One of my favorites is an everblooming pillar, not named, but I call it ‘Peachy Yellow’ or ‘Just Peachy’. It is a wonderful plant with sturdy upright canes and grows easily to five or six feet in two years. The foliage is shiny medium green with a touch of crimson at the edge and not susceptible to black spot. The blossom, one to three on a stem, starts as deep yellow and as it opens softens to a paler yellow with peach shadings and slightly pointed recurled petals. The open blossom is three to four inches with a scent of China Tea. It flowers repeatedly from June to frost. A very satisfactory rose for any garden.
‘Ingrid Bergman’ - Linda Shamoon
I love red roses. The color attracts my eye, the contrast against the green foliage is beautiful, and the deeper red specimens hint of majesty. In my urban, vest-pocket garden of twenty or so rose bushes, nine are red-almost fifty percent! The first hybrid tea I grew was ‘Mr. Lincoln’ and the latest addition is ‘Liebeszauber’, both beautiful reds. But for vigor, color, beauty and resilience my favorite is ‘Ingrid Bergman’.

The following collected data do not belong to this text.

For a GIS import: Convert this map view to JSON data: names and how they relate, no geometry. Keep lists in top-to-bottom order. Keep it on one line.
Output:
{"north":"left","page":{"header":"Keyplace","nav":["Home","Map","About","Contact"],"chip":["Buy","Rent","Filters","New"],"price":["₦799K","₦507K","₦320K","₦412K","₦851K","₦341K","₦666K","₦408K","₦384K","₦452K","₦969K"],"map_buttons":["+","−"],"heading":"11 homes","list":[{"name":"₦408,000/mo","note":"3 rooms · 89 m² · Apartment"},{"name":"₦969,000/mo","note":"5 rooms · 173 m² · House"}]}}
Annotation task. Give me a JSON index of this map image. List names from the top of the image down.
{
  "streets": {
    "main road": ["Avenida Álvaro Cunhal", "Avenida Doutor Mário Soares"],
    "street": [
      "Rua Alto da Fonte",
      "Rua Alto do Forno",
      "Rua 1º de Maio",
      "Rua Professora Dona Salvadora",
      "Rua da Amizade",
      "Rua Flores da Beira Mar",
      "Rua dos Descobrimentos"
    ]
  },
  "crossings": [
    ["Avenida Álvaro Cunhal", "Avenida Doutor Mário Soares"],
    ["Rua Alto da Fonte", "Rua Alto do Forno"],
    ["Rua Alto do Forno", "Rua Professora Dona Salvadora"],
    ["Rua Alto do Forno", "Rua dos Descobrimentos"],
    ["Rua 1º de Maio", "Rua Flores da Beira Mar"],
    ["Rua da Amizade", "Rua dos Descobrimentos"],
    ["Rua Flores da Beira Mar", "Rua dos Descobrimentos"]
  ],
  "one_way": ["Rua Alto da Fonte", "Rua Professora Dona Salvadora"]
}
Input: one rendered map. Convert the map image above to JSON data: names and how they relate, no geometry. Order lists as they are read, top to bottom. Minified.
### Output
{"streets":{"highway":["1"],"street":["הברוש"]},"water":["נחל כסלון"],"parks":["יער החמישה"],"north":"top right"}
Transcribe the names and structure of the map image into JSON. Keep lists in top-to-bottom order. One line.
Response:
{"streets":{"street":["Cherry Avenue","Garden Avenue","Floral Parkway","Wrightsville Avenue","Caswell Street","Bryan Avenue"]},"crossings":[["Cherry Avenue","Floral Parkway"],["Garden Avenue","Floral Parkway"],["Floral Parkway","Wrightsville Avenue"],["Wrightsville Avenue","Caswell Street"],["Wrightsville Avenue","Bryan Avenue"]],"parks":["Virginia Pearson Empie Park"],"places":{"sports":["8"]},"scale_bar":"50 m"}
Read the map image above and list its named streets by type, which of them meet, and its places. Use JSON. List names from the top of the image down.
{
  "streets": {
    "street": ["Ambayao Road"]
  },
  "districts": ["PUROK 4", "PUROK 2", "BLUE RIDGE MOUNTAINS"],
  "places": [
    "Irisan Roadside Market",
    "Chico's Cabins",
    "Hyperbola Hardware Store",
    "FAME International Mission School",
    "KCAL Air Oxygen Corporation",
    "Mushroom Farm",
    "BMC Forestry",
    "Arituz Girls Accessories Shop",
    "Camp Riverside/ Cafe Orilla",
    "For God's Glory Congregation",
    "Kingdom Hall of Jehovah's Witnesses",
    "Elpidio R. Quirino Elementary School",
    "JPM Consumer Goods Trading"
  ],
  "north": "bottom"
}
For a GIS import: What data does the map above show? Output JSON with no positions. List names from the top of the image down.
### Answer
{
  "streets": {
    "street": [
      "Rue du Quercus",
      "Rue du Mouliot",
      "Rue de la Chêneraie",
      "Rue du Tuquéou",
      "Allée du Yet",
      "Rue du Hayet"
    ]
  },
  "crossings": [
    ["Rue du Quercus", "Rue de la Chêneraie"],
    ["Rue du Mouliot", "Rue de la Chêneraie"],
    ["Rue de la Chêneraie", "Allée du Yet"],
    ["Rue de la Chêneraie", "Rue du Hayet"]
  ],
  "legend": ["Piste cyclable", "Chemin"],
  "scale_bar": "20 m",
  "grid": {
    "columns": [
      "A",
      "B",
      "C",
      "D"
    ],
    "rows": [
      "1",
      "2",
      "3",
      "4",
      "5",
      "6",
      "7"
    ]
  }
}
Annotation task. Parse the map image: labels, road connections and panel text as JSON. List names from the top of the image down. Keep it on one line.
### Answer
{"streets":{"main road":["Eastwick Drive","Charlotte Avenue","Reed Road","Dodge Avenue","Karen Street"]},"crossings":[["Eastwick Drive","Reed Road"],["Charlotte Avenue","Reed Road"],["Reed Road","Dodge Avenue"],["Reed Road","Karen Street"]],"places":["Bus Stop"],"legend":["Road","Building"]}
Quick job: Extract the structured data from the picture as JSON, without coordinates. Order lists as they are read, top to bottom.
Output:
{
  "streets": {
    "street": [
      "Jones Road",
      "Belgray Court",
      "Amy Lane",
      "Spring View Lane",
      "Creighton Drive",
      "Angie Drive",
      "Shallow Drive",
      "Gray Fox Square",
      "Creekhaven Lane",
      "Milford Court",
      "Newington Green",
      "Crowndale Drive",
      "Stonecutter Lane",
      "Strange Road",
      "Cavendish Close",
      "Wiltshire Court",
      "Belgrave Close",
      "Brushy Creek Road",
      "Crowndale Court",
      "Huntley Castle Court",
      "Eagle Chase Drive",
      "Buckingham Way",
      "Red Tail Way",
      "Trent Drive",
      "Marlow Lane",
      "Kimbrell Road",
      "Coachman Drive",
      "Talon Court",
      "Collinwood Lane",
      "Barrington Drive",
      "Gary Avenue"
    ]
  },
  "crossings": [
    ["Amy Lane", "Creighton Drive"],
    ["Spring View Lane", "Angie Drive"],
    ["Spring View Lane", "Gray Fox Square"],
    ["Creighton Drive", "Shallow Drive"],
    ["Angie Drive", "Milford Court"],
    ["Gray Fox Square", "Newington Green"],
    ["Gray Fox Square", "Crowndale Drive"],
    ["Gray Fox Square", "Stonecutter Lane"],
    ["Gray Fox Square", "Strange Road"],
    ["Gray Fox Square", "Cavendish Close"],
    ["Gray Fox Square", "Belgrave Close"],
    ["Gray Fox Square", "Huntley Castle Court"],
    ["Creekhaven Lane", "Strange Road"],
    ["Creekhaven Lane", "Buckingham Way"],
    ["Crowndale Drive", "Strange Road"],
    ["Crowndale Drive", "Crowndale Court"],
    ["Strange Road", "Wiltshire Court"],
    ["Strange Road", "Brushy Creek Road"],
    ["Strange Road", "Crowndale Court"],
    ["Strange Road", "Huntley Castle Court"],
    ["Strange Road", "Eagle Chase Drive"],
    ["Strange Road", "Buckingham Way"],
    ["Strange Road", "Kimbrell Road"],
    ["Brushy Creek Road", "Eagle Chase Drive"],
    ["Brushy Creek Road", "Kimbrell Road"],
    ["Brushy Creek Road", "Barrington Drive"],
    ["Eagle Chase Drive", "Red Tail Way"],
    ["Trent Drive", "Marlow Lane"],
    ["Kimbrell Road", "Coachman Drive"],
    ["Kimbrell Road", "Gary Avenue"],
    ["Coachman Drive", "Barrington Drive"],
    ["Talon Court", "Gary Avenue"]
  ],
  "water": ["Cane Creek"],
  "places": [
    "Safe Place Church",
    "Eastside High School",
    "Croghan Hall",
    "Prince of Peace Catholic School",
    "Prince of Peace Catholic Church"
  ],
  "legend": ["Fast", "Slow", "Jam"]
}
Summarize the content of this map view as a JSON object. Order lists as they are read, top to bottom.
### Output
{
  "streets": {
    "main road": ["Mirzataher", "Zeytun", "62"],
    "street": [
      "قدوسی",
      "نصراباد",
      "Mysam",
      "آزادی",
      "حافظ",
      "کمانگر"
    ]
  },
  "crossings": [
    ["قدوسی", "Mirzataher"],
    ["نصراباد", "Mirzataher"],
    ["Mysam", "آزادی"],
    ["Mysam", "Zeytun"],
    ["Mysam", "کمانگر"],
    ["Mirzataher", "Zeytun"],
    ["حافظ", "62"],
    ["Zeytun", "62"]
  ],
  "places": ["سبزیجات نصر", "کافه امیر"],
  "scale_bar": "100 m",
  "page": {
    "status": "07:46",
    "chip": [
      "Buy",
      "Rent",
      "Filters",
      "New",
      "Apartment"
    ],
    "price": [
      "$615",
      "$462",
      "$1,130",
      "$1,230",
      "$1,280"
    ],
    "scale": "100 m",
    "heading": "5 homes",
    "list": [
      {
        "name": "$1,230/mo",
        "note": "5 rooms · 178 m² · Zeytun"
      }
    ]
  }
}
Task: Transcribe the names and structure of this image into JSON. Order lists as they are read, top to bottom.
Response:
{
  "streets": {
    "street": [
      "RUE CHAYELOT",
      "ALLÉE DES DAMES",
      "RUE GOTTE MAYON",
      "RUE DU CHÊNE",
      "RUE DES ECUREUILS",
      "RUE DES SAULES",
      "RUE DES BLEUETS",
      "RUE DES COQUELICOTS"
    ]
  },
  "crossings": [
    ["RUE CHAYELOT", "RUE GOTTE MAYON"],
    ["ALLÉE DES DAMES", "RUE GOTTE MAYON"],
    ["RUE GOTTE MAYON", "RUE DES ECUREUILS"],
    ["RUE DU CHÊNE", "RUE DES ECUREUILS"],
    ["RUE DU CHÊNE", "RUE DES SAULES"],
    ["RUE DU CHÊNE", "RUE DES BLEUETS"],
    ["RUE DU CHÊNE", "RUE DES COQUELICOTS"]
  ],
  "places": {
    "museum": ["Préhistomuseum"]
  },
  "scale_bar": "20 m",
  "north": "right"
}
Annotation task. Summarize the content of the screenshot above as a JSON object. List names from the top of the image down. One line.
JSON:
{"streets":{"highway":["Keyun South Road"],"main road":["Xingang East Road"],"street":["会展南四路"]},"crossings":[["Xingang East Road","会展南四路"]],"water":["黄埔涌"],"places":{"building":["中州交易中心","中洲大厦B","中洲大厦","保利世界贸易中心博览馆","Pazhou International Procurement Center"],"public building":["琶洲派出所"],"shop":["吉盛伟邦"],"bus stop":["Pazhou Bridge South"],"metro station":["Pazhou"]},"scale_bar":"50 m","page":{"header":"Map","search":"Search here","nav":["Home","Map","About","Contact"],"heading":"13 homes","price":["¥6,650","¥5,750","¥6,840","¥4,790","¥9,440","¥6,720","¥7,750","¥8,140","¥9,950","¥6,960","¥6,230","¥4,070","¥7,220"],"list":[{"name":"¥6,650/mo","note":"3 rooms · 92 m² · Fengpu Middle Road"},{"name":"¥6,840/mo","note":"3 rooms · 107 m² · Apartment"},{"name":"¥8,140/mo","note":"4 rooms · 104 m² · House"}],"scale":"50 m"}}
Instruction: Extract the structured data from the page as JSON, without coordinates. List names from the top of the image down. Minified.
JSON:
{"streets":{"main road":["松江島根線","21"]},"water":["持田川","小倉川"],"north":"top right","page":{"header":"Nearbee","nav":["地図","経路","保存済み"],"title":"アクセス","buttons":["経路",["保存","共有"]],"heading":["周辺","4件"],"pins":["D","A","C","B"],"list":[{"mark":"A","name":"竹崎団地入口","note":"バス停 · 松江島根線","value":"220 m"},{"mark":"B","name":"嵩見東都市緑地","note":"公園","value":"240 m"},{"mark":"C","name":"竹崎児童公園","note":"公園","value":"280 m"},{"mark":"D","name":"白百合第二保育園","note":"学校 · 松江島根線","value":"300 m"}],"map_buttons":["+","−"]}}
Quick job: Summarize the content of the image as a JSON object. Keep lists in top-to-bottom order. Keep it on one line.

I could go on and on about her qualities, but Botanica's Roses sums them up best, so I am going to quote that description: "The high quality flowers are velvet red, fully double and very fragrant. The color holds well, and new flowering shoots appear freely after each flush of bloom. It has vigorous, upright growth and dark green leathery leaves. 'Ingrid Bergman' is a strong plant, almost entirely disease resistant and worth a place in any rose garden as it gives so much pleasure."
My post script: In my garden Ingrid gets barely six hours of sun in the summer, less in early spring and late fall, but she lives up to Botanica's description, nonetheless. This summer with the drought and heat, she was overrun with spider mites, but she withstood the onslaught better than most of my other bushes and continued to produce gorgeous blooms, a display worthy of the Nordic film star for whom she is named.